▶ [WHAT IS EXPECTED] What lines in the records below include the word "Медуза"? Return each one.
[EXERCISE DATA]
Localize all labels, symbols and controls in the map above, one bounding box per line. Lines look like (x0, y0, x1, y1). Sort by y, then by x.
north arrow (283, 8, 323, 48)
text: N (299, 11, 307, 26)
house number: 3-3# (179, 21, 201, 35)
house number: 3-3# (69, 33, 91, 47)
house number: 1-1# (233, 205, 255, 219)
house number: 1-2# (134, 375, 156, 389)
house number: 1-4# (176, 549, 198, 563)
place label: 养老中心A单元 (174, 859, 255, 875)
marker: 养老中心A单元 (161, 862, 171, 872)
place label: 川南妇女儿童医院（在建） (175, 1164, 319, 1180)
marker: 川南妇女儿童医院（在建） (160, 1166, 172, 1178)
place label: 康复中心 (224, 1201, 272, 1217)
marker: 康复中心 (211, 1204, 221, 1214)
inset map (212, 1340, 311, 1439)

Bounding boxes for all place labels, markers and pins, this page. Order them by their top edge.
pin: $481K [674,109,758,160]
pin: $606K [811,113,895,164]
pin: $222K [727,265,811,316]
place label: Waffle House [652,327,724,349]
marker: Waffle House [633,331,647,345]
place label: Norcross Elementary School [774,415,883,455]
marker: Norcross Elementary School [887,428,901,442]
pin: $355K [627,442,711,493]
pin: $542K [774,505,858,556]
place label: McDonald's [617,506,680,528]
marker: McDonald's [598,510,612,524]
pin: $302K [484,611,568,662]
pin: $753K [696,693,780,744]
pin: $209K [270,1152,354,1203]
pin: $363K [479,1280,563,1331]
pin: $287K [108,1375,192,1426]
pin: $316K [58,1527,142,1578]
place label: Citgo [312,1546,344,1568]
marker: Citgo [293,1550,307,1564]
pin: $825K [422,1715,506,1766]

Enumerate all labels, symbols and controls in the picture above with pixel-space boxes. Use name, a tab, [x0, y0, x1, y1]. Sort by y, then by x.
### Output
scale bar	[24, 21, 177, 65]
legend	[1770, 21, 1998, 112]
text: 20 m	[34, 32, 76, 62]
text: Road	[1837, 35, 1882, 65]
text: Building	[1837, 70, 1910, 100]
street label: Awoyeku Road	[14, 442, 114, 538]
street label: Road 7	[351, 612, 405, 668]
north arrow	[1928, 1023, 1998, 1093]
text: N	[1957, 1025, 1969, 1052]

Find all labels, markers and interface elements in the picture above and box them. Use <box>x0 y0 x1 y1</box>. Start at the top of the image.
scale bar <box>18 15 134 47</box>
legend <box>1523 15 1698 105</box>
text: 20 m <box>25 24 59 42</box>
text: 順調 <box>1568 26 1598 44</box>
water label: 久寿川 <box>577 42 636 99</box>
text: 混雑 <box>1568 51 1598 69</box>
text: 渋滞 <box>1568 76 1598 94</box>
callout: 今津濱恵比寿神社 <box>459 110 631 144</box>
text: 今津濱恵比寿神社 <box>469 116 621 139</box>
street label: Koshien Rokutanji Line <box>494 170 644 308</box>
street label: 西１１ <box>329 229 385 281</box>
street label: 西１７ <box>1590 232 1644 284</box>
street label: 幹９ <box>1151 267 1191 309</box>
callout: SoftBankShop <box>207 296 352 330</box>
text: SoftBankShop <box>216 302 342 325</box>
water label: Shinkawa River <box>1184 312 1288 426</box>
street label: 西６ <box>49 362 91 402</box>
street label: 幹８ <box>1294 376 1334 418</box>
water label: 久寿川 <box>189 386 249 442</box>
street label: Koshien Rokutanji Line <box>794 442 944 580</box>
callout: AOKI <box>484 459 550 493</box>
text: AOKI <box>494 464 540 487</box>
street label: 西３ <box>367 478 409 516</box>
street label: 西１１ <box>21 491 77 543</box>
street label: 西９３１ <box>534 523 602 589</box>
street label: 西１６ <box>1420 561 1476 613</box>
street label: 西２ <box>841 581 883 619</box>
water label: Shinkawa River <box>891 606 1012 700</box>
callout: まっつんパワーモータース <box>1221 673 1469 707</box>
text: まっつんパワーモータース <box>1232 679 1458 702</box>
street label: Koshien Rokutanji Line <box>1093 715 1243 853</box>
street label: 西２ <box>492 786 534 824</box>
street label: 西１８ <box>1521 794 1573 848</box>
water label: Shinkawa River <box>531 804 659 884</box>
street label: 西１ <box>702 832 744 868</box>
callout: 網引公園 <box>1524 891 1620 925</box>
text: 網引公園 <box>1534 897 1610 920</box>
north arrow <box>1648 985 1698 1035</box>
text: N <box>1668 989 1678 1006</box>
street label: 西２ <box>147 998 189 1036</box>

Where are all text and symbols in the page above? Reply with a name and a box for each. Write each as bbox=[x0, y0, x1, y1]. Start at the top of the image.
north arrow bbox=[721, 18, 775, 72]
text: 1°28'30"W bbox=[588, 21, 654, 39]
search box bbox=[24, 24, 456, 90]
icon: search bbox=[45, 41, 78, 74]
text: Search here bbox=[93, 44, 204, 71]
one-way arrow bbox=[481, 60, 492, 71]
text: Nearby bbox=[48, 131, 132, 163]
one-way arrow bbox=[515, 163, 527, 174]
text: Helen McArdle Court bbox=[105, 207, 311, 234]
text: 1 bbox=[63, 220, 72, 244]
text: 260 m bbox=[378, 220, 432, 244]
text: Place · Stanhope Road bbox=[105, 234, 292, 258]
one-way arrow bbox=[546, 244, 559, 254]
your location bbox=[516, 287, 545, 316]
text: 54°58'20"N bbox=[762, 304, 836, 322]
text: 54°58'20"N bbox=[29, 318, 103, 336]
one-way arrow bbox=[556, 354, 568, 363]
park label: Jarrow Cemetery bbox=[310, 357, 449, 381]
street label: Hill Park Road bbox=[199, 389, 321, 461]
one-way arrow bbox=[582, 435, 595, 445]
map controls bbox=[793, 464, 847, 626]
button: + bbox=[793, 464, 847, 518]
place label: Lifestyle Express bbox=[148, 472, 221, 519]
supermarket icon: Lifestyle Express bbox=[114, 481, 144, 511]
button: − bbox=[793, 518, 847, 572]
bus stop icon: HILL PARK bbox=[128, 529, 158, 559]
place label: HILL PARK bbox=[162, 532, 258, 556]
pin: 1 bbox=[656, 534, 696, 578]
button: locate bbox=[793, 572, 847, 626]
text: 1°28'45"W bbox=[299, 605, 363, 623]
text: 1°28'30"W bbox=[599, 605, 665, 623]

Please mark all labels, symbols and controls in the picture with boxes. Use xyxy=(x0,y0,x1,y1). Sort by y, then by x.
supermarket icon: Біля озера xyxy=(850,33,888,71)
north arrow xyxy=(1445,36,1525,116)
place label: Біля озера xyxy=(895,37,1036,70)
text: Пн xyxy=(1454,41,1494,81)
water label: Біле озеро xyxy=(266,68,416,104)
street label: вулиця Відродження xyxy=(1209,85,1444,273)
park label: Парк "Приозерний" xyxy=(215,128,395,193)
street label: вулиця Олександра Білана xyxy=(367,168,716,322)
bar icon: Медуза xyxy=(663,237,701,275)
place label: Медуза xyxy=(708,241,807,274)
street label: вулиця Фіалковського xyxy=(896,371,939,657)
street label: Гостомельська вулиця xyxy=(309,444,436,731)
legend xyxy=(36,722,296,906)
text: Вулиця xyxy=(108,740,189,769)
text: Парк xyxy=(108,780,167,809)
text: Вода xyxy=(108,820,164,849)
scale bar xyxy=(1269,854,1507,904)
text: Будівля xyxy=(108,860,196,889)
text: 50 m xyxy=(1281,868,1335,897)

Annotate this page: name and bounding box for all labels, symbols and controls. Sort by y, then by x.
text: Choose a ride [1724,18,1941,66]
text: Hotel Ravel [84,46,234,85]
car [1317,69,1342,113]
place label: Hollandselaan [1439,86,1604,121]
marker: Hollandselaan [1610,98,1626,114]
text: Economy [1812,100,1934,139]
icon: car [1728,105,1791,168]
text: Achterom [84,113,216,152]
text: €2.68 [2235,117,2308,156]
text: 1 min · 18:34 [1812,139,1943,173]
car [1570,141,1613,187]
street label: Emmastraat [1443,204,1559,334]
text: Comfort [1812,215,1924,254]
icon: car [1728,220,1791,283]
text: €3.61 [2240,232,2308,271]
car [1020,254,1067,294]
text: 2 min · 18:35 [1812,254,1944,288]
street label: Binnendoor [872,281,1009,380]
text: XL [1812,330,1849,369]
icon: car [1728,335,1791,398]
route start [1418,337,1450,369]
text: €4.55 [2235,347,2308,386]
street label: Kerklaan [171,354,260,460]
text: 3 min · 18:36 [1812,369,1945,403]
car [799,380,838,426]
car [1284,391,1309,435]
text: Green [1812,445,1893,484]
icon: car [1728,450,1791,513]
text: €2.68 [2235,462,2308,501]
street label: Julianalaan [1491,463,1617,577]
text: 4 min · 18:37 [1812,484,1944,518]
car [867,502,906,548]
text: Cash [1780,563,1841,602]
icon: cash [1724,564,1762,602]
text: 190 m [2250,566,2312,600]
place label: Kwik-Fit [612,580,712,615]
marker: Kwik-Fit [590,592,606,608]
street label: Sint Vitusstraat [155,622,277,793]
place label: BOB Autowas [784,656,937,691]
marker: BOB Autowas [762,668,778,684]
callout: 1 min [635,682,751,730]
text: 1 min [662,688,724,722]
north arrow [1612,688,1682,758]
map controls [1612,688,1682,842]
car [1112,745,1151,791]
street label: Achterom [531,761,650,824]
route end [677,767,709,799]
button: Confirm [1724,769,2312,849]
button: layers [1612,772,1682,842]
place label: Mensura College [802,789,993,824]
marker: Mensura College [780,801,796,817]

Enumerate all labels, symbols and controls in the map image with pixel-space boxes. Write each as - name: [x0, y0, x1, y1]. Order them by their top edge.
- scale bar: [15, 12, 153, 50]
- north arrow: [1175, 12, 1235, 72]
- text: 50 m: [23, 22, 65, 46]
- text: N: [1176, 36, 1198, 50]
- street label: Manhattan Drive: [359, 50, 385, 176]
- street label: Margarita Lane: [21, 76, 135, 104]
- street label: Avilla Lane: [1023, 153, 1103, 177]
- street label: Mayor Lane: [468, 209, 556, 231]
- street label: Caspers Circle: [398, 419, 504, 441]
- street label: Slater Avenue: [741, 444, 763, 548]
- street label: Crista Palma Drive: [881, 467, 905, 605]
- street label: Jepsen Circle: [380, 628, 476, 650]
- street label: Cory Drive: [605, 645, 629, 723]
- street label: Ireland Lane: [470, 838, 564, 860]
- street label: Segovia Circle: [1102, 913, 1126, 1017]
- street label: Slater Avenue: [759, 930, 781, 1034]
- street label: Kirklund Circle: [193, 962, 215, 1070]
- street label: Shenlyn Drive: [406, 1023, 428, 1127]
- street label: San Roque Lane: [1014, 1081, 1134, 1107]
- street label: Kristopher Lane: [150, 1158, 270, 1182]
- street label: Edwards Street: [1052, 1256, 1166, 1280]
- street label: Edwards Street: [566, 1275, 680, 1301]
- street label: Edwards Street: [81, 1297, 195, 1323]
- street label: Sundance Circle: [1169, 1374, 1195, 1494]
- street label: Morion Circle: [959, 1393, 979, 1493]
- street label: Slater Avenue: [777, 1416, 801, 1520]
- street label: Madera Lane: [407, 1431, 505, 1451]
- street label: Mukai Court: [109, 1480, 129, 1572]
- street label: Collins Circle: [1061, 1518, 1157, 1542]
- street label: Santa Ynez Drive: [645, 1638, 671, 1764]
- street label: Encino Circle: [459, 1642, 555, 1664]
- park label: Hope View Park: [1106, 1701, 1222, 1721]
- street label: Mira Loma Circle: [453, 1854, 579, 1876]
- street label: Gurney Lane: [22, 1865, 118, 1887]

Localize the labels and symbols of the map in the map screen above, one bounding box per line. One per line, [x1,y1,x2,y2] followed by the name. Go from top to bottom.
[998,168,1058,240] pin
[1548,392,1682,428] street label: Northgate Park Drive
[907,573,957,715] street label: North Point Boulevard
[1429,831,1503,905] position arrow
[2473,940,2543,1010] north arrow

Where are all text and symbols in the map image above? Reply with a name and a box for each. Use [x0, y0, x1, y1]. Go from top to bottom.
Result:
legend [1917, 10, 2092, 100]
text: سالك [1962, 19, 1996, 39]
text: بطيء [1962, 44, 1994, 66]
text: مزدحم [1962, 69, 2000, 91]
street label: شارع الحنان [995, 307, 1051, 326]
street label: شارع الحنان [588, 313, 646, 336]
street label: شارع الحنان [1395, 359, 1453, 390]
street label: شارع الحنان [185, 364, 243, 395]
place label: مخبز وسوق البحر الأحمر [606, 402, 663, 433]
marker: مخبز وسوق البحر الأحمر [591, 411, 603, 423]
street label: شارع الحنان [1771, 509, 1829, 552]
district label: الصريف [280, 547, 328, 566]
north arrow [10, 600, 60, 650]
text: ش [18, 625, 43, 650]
[/EXERCISE DATA]
▶ [TASK RESULT]
bar icon: Медуза xyxy=(663,237,701,275)
place label: Медуза xyxy=(708,241,807,274)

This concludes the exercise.